Does this suggest that Sri Lankans cannot manage technology companies?  No.  In 1998, of the seven major telecom operating companies, only one had a Sri Lankan CEO.  He was a young man, not yet 30, in charge of the newest entrant.  That company is today one of the largest companies in the country and the market leader in mobile.  Today, there are at most two foreign telecom CEOs in the industry.  What this suggests is that Sri Lankan managers appointed by politicized and unaccountable boards cannot manage well.  If you take the government out of SLT, Sri Lankan managers can do well.

So what exactly was the job done?  The management of most telecom operators became local, naturally, except for SLT and Mobitel.  SLT is 45 percent foreign owned and because Mobitel is fully owned by SLT, it too is 45 percent foreign owned.  By removing a foreign management team that was put in place as a barrier to political interference, Sumathipala may have saved LKR 50 million then, but he cost the company (and in the end, the government and the citizens of this country) many multiples of 50 million in foregone profits and losses in subsequent years.

People who get their kicks doing business with locally owned telecos can give their money to Lanka Bell, the only fully Sri Lankan owned operator at this time, though that may change if the right price is offered.  Those who place value in Sri Lankan CEOs have a much broader choice.  But for those who like financially stable, profit-making companies that invest in future services, there is none, thanks to the job done by Sumathipala.

The limits of xenophobia

The President’s manifesto is applicable to the general election as well.  He wants baseline GDP growth of eight percent.  He wants Sri Lanka to be a   “Naval, Aviation, Commercial, Energy and Knowledge Hub.”
Neither of these objectives can be achieved without foreign investment and foreign skills.  We need more capital from outside because we do not save enough and we will not get concessional loans.  We need more foreign experts because our productivity is low and we cannot survive in the global economy without changing that.

Those running on the President’s manifesto, and even the President himself, should understand these truths.

There is no way you can continue to demonise the West and achieve eight per cent growth.
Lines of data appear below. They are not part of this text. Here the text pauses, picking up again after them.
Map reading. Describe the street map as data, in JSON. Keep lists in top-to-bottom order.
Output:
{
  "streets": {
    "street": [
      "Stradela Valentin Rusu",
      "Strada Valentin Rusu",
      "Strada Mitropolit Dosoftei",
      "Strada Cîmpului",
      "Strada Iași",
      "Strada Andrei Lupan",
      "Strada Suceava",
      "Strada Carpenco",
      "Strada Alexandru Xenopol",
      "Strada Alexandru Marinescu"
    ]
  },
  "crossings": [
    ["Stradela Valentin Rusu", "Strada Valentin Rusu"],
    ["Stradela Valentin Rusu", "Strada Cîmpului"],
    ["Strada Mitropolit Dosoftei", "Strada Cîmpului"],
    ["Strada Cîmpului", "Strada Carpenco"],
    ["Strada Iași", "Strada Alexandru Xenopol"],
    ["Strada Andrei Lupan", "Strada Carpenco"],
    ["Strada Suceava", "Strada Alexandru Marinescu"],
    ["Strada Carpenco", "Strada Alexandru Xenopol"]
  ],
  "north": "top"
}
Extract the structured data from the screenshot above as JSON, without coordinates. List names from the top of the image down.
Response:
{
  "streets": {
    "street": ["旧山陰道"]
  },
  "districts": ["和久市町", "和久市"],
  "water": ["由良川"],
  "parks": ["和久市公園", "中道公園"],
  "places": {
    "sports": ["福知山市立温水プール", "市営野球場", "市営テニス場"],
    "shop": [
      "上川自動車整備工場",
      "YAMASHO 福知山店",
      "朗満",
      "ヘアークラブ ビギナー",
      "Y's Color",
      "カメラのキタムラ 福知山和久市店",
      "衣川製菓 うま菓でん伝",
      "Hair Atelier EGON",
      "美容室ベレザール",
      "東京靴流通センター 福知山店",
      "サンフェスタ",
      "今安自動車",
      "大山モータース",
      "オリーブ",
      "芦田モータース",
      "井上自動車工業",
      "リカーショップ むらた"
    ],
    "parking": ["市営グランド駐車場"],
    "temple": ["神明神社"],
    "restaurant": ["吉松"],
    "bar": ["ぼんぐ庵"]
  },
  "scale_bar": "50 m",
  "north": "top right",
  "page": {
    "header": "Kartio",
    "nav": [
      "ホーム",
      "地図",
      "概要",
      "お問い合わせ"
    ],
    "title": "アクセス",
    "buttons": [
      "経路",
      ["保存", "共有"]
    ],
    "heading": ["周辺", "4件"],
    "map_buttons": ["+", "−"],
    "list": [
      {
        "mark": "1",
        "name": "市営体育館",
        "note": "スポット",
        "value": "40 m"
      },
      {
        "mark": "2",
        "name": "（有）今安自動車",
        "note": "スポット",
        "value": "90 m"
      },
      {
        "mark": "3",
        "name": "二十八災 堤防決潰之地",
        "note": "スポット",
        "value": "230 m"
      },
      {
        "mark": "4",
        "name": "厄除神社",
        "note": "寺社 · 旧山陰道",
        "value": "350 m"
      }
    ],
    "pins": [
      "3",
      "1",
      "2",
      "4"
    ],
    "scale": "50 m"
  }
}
The cheap, populist payoff is not worth the real cost. There is nothing abstract about this: Just look at what’s happened to what used to be the most successful sector in the economy, telecom.

Why vote?

Is there value in participating in the succession rituals of the new feudalism?  Only to the extent that one looks at who is putting good policy ideas into play and who is positioned to influence the government on those and other good ideas (not all the ideas have to be generated during election season).  The preference system does allow a thinking voter to do this, though for the most part it’s not easy to find three candidates who meet the criteria. I’ve mentioned one on each side in Colombo.

But unless we imagine the world we wish to live in, and get others to accept that vision, we will not be able to live in it.  This is the real task before us, not participation in the blood sport that goes by the name of elections.

5 Comments for “Elections As Teachable Moments”

  1. Hey are you marketing Thilanga Sumathipala, why these exposures now.

    • Tissa Seneviratne

      Sheriff has not read this article for sure. This writer has not intended to market Thilanga, instead he has exposed what Thilanga tried to do with his corrupt policies and interest.

  2. Anura Seneviratne

    Hi, The real players of the games always hidden and the credit never goes to them in our feudal society. It is true in our politics also. All so ‘Intelects worship polticians rather than their acquired knowledge. Hmm when are we going to come out from this muddy smelly swamp

  3. BS Perera

    Rohan is right about “admission to ‘engineering’ you gain admission to the new high caste”. We practice neo feudal setup. Rohan is wrong about literacy and learned society wants. How many of us are keen in fight for a change. Perhaps it more fatal to fight with neo feudal leaders than feudal predecessors.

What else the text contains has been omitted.